Re-printed here, Connolly’s personal reports of the famine – and epidemic of evictions – that wracked rural Kerry in 1898 are both clear-sighted and vivid, recording “the wild longing look of hunger” in the faces of the local peasantry, who nonetheless “received no help whatever from the government” in Westminster. Such sights hardened his resolve, in his words, “never again to let the sun shine upon the spectacle of Irish men and women dying as dogs would die – of hunger in sight of food.”
Alongside these dispatches, McCabe includes Connolly’s equally incisive dissections of British mis-rule in India. The “Indian Civil Service is entirely manned by Englishmen, whose salaries are the highest in the world for such services”, he wrote in 1897, offering a window onto the racist and exploitative reality of the British Raj, where “the poorest people under the sun are taxed to support the wealthiest (and most insolent) official class.” Although he was obviously a fervent rhetorician, Connolly’s analyses were also historically grounded. In “the great famine of twenty years ago in Southern India”, he wrote, in the same article for the Limerick Leader newspaper, “when it was estimated that no less than six million people had perished of hunger, the salt tax was increased by forty-five per cent.” Over a century before Mike Davis’s landmark historical study, Late Victorian Holocausts, Connolly can be found critiquing and contextualising the same imperial crimes.
One of the delights of McCabe’s annotated anthology is the ample evidence it provides of Connolly’s wide reading and expressive flair. Connolly’s fascinating forays into playwrighting and short fiction are represented; likewise, his speeches and journalism are propelled by quotations from the literary canon. Just as Marx claimed the Romantic poet Percy Shelley as a forerunner of his own politics, so Connolly lauded Walt Whitman as a “confirmed and avowed socialist” – which, by his own account, he was (“a radical of radicals”). Connolly’s repeated references to the work of Whitman, Byron, and Tolstoy, of course, speak not only to a private enthusiasm, but to the celebratory and culturally generative aspect of working-class politics at its most inspired. For Connolly, socialist agitation – that toilsome struggle – was also a matter of human vitality, interconnection, and enlightenment. “Our demands most moderate are”, he famously declared: “we only want the earth.”
In many respects, Connolly’s subversive spirit has remained bright-burning and influential since his death. In England, he has been cited as a personal hero by former RMT union leader Mick Lynch, whose cogent take-downs of that nation’s right-wing commentariat repeatedly went viral on social media in the post-Corbyn years.
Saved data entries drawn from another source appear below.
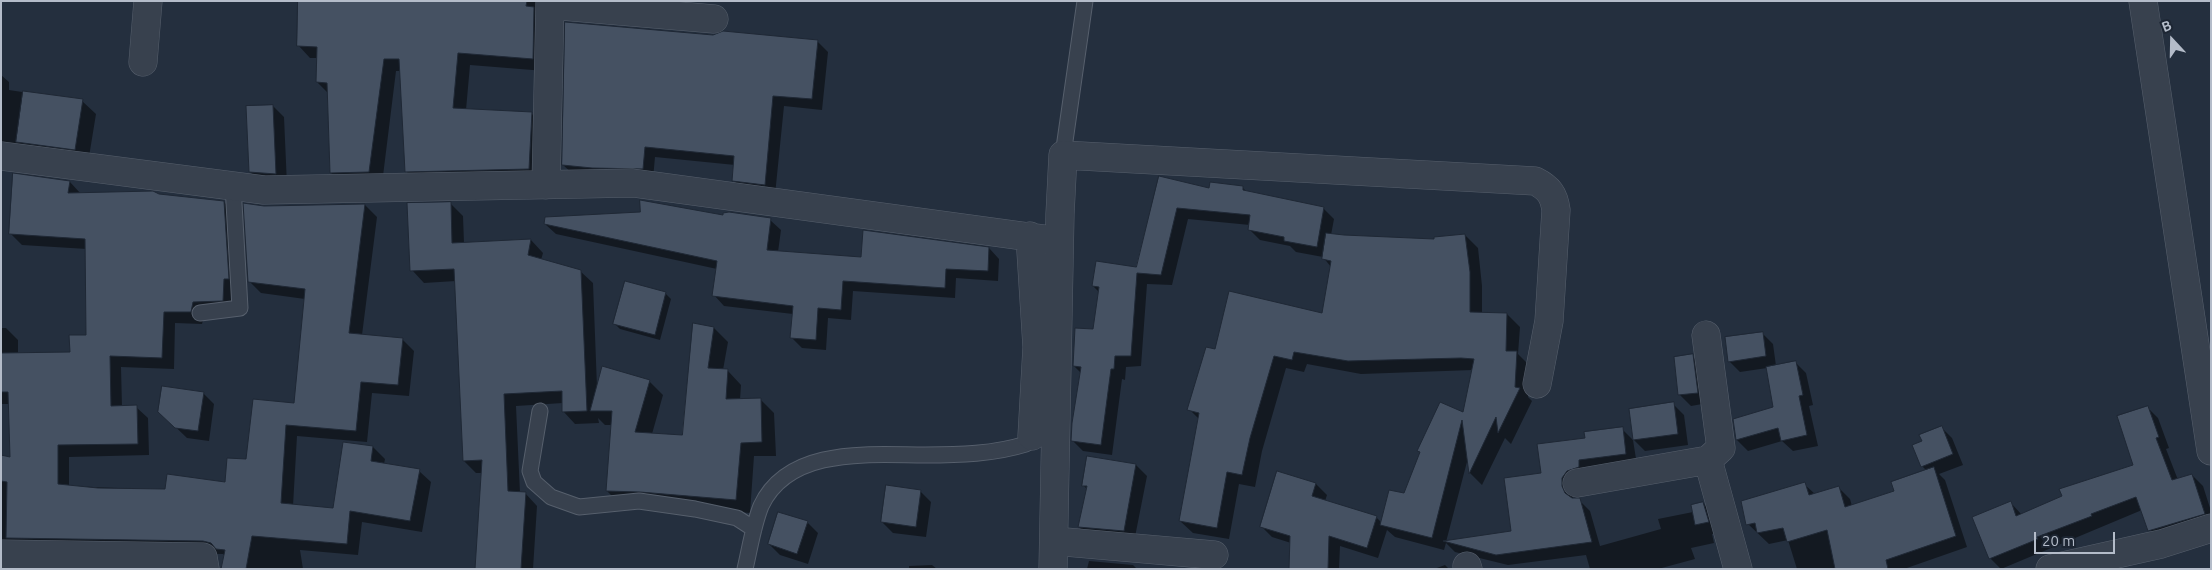 <!DOCTYPE html>
<html>
<head>
<meta charset="utf-8">
<style>
  body { margin:0 }
  #map { position:relative; width:2212px; height:570px; overflow:hidden; background:#242f3e; font-family:Ubuntu,sans-serif }
  canvas { display:block }
  .frame { position:absolute; inset:0; border:2px solid #b4bcc9; pointer-events:none }
  .north { position:absolute; left:2147px; top:15px; width:50px; height:50px; -webkit-text-stroke:4px #1d2633; paint-order:stroke; rotate:339deg; font-size:14px; font-weight:700; line-height:20px; text-align:center; color:#b4bcc9 }
  .north::after { content:''; display:block; margin:auto; width:18px; height:22px; background:#b4bcc9; clip-path:polygon(50% 0,100% 100%,50% 72%,0 100%) }
  .scale { position:absolute; left:2034px; top:532px; width:81px; height:22px; box-sizing:border-box; border:2px solid #b4bcc9; border-top:0; padding-left:6px; font-size:15px; line-height:18px; white-space:nowrap; color:#b4bcc9; -webkit-text-stroke:4px #1d2633; paint-order:stroke }
</style>
</head>
<body>
<div id="map">
<canvas width="2212" height="570"></canvas>
<div class="frame"></div>
<div class="north">B</div>
<div class="scale">20 m</div>
</div>
<script>
const g = document.querySelector('canvas').getContext('2d');
g.lineJoin = 'round';
function fillPath(path, color) { g.fillStyle = color; g.fill(path, 'evenodd'); }
function trace(path, color, width, dash) { g.strokeStyle = color; g.lineWidth = width; g.lineCap = dash ? 'butt' : 'round'; g.setLineDash(dash || []); g.stroke(path); }
fillPath(new Path2D(`
  M348,1h192l5,70 -75,-6 -4,45 65,3 13,13 -3,55 -122,3 -13,-13 -5,-100h-5l-14,113 -38,1 -13,-12 -3,-80 -11,-11 1,-24h-8l-12,-13z
  M713,36l104,5 11,11 -6,58 -38,-4 -9,89 -31,-4 -11,-11 2,-15 -80,-8 -2,22 -79,-4 -11,-10z
  M1,75l8,7v8l73,11 14,13 -8,49 -87,-7z
  M273,106l11,11 3,68 -26,-2 -11,-11z
  M1160,178l50,11 32,-2 6,6 75,15 11,11 -3,16 105,6 29,-6 13,13 4,38v27l25,1 13,13 -2,27 11,11 -1,32 4,4 -21,43 -6,-6 -23,47 -12,-12 -2,-15 -22,84 66,-10 31,-58 43,-35 36,-10 11,11 4,25 -64,23v11l6,1 11,11 10,35 61,-17 -3,-10 35,-7 10,-9 11,11 5,19 -7,1 2,9 -23,5 4,11 -37,10h-68l-4,-14 -78,10 -53,-13 -9,-9 -2,7 -49,-13 -8,-7 -9,28 -38,-12 -1,23h-49l1,-26 -19,-6 -11,-11 55,-42 11,11 -2,6 51,16 6,6 82,-109 9,-44 -112,4 -54,-10 -3,8 -18,-4 -24,83 -7,36 -16,-3 -10,55 -36,-6 -13,-12 19,-102 -10,-10 27,-58 107,-37 8,-47 -8,-10 -27,-5 -6,-6 -30,-6 -11,-11 1,-4 -62,-6 -16,66 -25,-1 -6,82 -15,1 -1,13 -3,-1 -10,76 -29,-4 -11,-11 9,-67 -7,-7 20,-36 5,-38 -6,-6 44,-18z
  M70,182l11,12 78,1 65,7 12,12 -2,98 -29,1 -3,11 -27,-1 -1,46 -53,-2 1,40h14l12,11 1,37 -80,2v29l97,4 60,-7 69,-78 10,-106 -44,-6 -12,-12 15,-74 101,-2 12,12 -15,118 40,4 12,12 -5,45 -37,-3 -5,49 -70,-6 -4,70 41,3 39,-62 12,12 -1,5 35,7 12,11 -9,50 -60,-10 -4,33 -58,-5 3,19h-80l2,-13 -2,-2 -209,-4 -13,6v-99l10,1 -1,-54h-9v-76h5l12,12v14l53,-1 16,-17v-87l-65,-4 -12,-12z
  M450,203l13,13 1,27 67,-3 12,13 -2,7 39,11 13,12 4,104 52,-6 14,14 -11,39 31,2 11,-111 20,3 14,14 -5,28 5,1 13,14 -1,15 20,-1 14,14 2,43h-22l-4,57 -95,-8h-34l-14,-14 5,-66h-7l-7,-7 1,5 -24,1 -12,-13v-8l-47,3 4,87h5l12,13 -4,63h-57l6,-96h-6l-12,-12 -8,-180 -32,2 -12,-13z
  M724,217l46,3 11,10 -3,22 84,7 127,-11 10,11 -1,22 -42,-3 -1,20 -102,-7 -2,29 -23,-2 -2,32 -24,-2 -10,-10 1,-24 -69,-8 -10,-11 3,-26 -161,-35 -11,-10z
  M665,293l6,6 -11,41 -40,-11 -5,-5z
  M1762,333l11,11 3,22 19,-4 11,11 7,32 -4,1 9,40 -25,5 -11,-10 -34,10 -11,-11 -3,-20 41,-12 -8,-40 -27,4 -11,-11z
  M1692,356l11,11 5,36 -17,3 -11,-11z
  M203,393l11,11 -5,37 -22,-3 -28,-27z
  M1673,404l11,11 4,30 -43,6 -11,-11z
  M2147,407l11,11 11,30 -3,1 12,31 14,-5 11,11 8,25v15l-51,15 -11,-11 -7,-20 -141,59 -11,-11 20,-56 12,13 113,-49z
  M1941,427l11,11 11,27 -24,9 6,6 22,67 -63,22h-107l-9,-29 -19,4 -21,-20 56,-40 11,10 24,-6 11,11 2,7 43,-15 32,-20 -5,-5 1,-24z
  M1136,465l11,11 -13,66 -44,-4 -11,-11 9,-37 -5,-5z
  M920,491l11,11 -5,35 -33,-4 -11,-11z
  M807,522l11,11 -10,31 -28,-9 -11,-11z
  M1089,561l44,4 4,4h-50z
  M932,565l5,4h-28v-3z
  M1445,565l4,4h-15z`), '#0007');
const building = new Path2D(`
  M298,1h229l-1,5 8,1 -1,52 -75,-6 -5,55 79,4 -3,57 -124,3 -6,-113h-15l-15,113 -39,1 -3,-90 -11,-1 1,-35 -20,-1z
  M565,22l148,13 10,-4 95,9 -6,59 -39,-3 -8,89 -33,-4 2,-25 -89,-9 -2,22 -51,-1 -30,-3z
  M23,91l60,8 -8,51 -59,-8z
  M273,105l3,69 -27,-2 -3,-66z
  M13,173l57,8 -2,12 85,-2 6,3 65,7 5,78h-5l-1,22 -30,1 -2,10h-27l-2,46 -52,-2 1,50 26,-1 1,39 -80,1v39l40,4 67,1 2,-15 58,8 2,-24 19,1 7,-60 41,4 11,-114 -57,-7 -5,-79 21,3 101,-2 -16,129 54,5 -5,47 -37,-3 -5,49 -70,-6 -5,78 52,5 10,-66 30,4 -2,15 49,8 -10,52 -60,-10 -3,33 -95,-8 -6,33h-25l4,-19 -9,-1 -5,-6 -8,-2 -197,-3 1,-56 -6,-1v-26l9,2 -2,-65h-7v-39l69,-1 -1,-17h17l-1,-96 -76,-5z
  M1159,176l50,12 1,-6 33,4v4l81,17 -7,40 -33,-6v-4l-36,-7 2,-15 -73,-7 -16,67 -24,-2 -6,83h-16l-1,13h-3l-10,76 -30,-4 1,-18 9,-56 -8,-1 2,-38 18,1 6,-42 -7,-1 4,-25 40,6z
  M640,200l83,15v-2l6,-1 42,6 -4,32 94,7 2,-27 126,17 -1,24 -42,-2 -1,19 -102,-7 -2,29 -23,-2 -2,32 -26,-2 3,-32 -81,-10 5,-35 -173,-37 1,-7 95,-5z
  M451,202l1,41 79,-4 -3,16 53,15 6,141 -25,1v-21l-58,3 4,97 18,1 -5,77h-46l7,-109 -19,1 -9,-192 -44,2 -3,-68z
  M1326,233l18,2 90,4v-2l31,-3 5,38v40l37,1 -1,38h11l-2,36 5,1 -22,45 -2,-16 -27,57 -7,-54 -30,118 -52,-13 9,-35 15,3 16,-41 -3,-1 23,-49 23,10 11,-53 -13,-1 -113,3 -54,-9 -2,8 -18,-4 -24,82 -8,37 -15,-3 -10,56 -38,-7 20,-108 -12,-3 19,-63 9,2 14,-58 93,22 9,-52 -9,-2z
  M625,281l41,11 -11,43 -42,-11z
  M693,323l21,4 -6,41 20,1 -2,30 35,-1 1,44 -21,1 -5,57 -96,-8 -34,-1 6,-80h-22l12,-45 48,14 -15,52 47,3z
  M1763,332l3,24 -38,6 -3,-25z
  M1693,354l5,39 -20,2 -4,-38z
  M1796,361l7,34 -4,1 8,39 -26,6 -3,-13 -42,12 -3,-21 40,-12 -7,-40z
  M162,386l42,6 -6,39 -23,-3 -17,-16z
  M1674,402l4,32 -45,6 -4,-31z
  M2148,406l11,31 -3,1 16,42 20,-6 13,40 -57,17 -12,-34 -45,17 1,2 -55,21 1,2 -49,20 -17,-42 39,-16 5,15 46,-20 -3,-7 74,-24 -16,-49z
  M1942,426l11,28 -32,13 -9,-22 10,-4 -3,-6z
  M1623,427l3,27 -47,6v7l-12,4 -5,7v8l3,7 7,5h8l12,44 -96,13 -53,-14 68,-10 -7,-53 37,-5 -4,-29 48,-6 -1,-6z
  M1087,456l49,8 -12,67 -46,-4 9,-41h-5z
  M1934,467l22,69 -70,24 2,9h-53l-8,-39 -40,12 -4,-14 -26,5 -2,-10 -9,2 -5,-24 64,-19 4,13 30,-9 6,21 49,-16 -3,-9z
  M1277,471l39,12 -4,13 65,20 -10,32 -38,-12 -1,33h-39l1,-33 -30,-9z
  M886,485l35,5 -5,37 -35,-5z
  M1703,502l6,20 -14,3 -4,-20z
  M778,512l30,9 -11,33 -29,-10z`);
fillPath(building, '#455162');
trace(building, '#1f2835', 1);
const lane = new Path2D(`
  M1063,155l22,-154
  M200,313l40,-5 -7,-122
  M540,411l-10,60 4,11 17,15 28,10 60,-6 56,8 42,9 17,11
  M745,569c5,-21 8,-43 16,-63 28,-60 110,-51 164,-51 34,0 69,-1 101,-11l6,-8 6,3`);
const street = new Path2D(`
  M2143,1l68,450
  M550,5l164,14
  M143,62l5,-61
  M1,156l263,34 369,-7 426,58
  M546,185l4,-184
  M1030,236l7,111 -5,89
  M1706,335l15,113 -13,12
  M1577,483l131,-23 30,109
  M1054,541l160,14
  M1,554l202,3 2,12
  M1467,566l1,3
  M1053,569l7,-355 3,-59 472,26c14,7 19,14 21,29l-7,111 -12,63
  M2050,569l111,-25 50,-16`);
trace(lane, '#565f6c', 17);
trace(street, '#565f6c', 29);
trace(lane, '#38414e', 15);
trace(street, '#38414e', 28);
</script>
</body>
</html>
In Dublin, meanwhile, his memory continues to be kept alive by a new generation of folk musicians, many of whom have first-hand experience of the rabid “landlordism” and profit-driven housing market that now plague Ireland’s capital. (A “fair rent”, Connolly once noted, “is as absurd an expression as an honest burglary.”)
McCabe’s anthology – along with his planned, forthcoming volumes covering Connolly’s varied experiences as a trade unionist and insurgent, from 1898 until his execution by firing squad in 1916 – will no doubt stand as a milestone in the long afterlife of the great agitator. “Freedom as a gift from above is valueless,” Connolly asserted, “but when won by the active rebellion of the oppressed against the oppressor it becomes a boon more precious than life itself.” At a time when radical inspiration is hard to find, socialists can only gain from revisiting the words and example of this Irish liberationist, who proved always and everywhere ready to take up the fight.